Every entry that follows should be repeated exactly; drop the images.

*DATA*:
------------------------------------

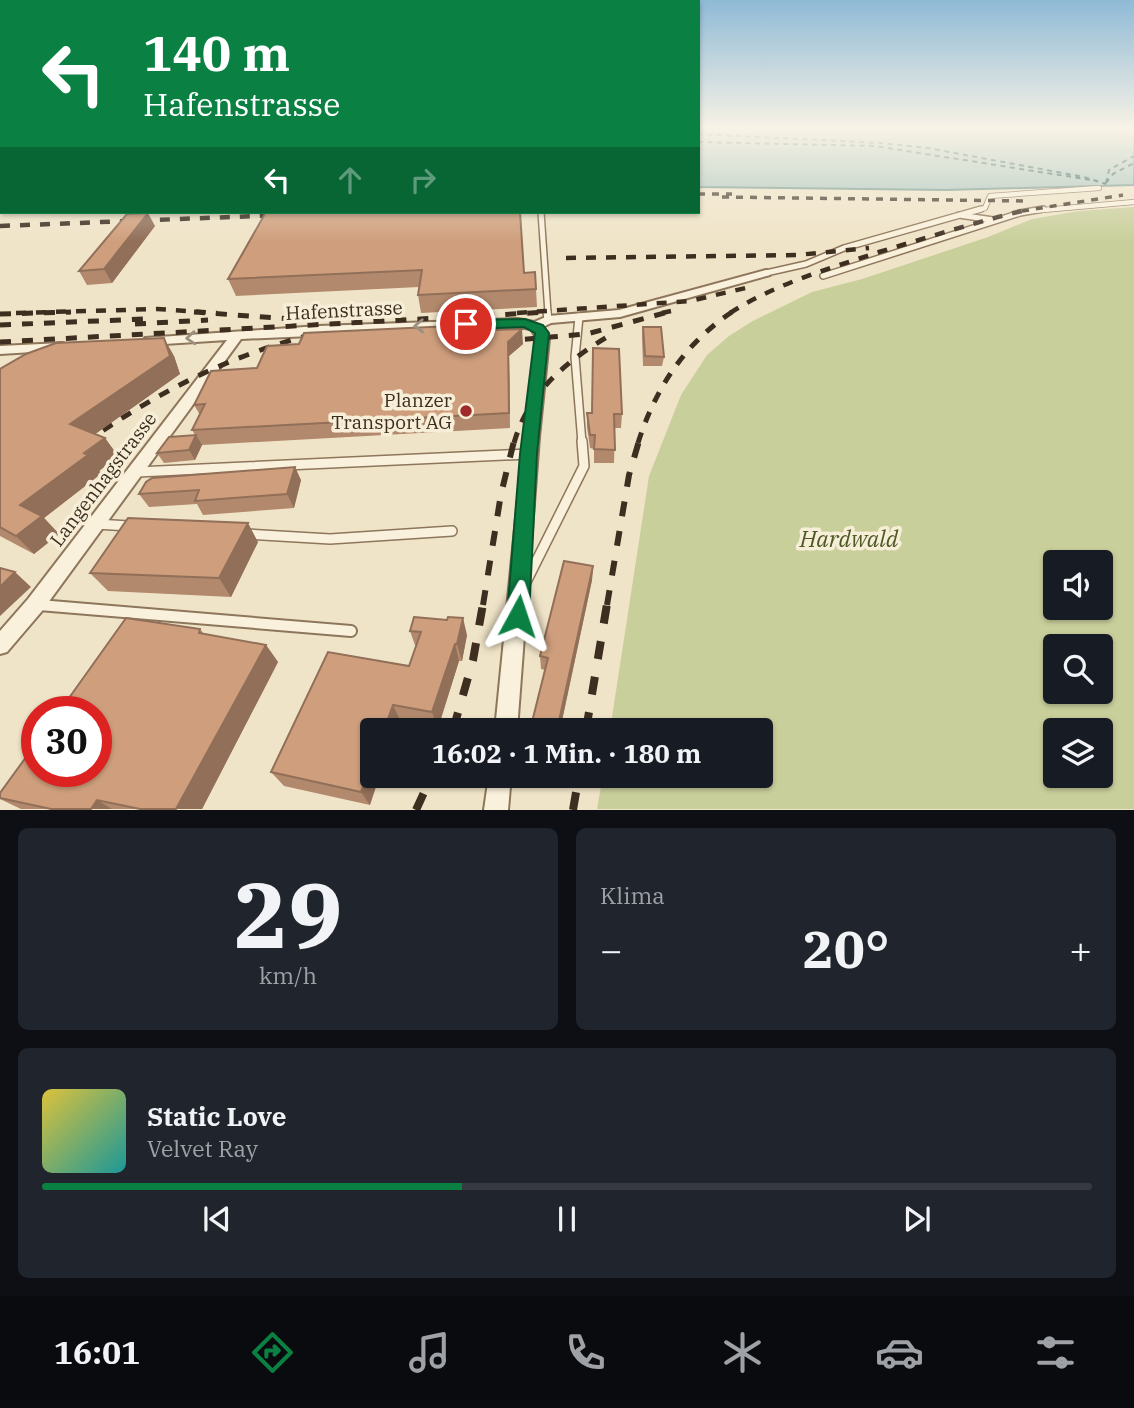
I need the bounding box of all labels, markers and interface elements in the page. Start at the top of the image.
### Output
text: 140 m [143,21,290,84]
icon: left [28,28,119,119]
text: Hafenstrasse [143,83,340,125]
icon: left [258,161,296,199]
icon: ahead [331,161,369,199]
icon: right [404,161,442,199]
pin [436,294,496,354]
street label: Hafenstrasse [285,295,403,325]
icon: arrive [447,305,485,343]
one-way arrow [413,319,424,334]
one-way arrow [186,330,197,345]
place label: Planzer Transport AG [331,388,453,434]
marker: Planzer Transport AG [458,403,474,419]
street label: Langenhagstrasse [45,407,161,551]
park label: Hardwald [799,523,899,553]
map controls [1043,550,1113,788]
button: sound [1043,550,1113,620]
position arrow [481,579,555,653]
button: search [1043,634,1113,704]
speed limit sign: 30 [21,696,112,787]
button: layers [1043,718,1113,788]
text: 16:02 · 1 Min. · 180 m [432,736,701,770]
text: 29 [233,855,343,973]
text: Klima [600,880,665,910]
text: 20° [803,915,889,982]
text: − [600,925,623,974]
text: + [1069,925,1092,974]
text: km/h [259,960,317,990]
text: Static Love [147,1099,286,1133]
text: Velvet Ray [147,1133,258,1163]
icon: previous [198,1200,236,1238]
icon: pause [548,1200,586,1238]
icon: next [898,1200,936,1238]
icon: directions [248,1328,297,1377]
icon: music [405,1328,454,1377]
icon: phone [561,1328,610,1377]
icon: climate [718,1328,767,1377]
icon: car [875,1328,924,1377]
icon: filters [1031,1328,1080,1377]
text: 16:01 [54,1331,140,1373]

------------------------------------

*PROBLEM SOLUTION*:
I need the bounding box of all labels, markers and interface elements in the page. Start at the top of the image.
### Output
text: 140 m [143,21,290,84]
icon: left [28,28,119,119]
text: Hafenstrasse [143,83,340,125]
icon: left [258,161,296,199]
icon: ahead [331,161,369,199]
icon: right [404,161,442,199]
pin [436,294,496,354]
street label: Hafenstrasse [285,295,403,325]
icon: arrive [447,305,485,343]
one-way arrow [413,319,424,334]
one-way arrow [186,330,197,345]
place label: Planzer Transport AG [331,388,453,434]
marker: Planzer Transport AG [458,403,474,419]
street label: Langenhagstrasse [45,407,161,551]
park label: Hardwald [799,523,899,553]
map controls [1043,550,1113,788]
button: sound [1043,550,1113,620]
position arrow [481,579,555,653]
button: search [1043,634,1113,704]
speed limit sign: 30 [21,696,112,787]
button: layers [1043,718,1113,788]
text: 16:02 · 1 Min. · 180 m [432,736,701,770]
text: 29 [233,855,343,973]
text: Klima [600,880,665,910]
text: 20° [803,915,889,982]
text: − [600,925,623,974]
text: + [1069,925,1092,974]
text: km/h [259,960,317,990]
text: Static Love [147,1099,286,1133]
text: Velvet Ray [147,1133,258,1163]
icon: previous [198,1200,236,1238]
icon: pause [548,1200,586,1238]
icon: next [898,1200,936,1238]
icon: directions [248,1328,297,1377]
icon: music [405,1328,454,1377]
icon: phone [561,1328,610,1377]
icon: climate [718,1328,767,1377]
icon: car [875,1328,924,1377]
icon: filters [1031,1328,1080,1377]
text: 16:01 [54,1331,140,1373]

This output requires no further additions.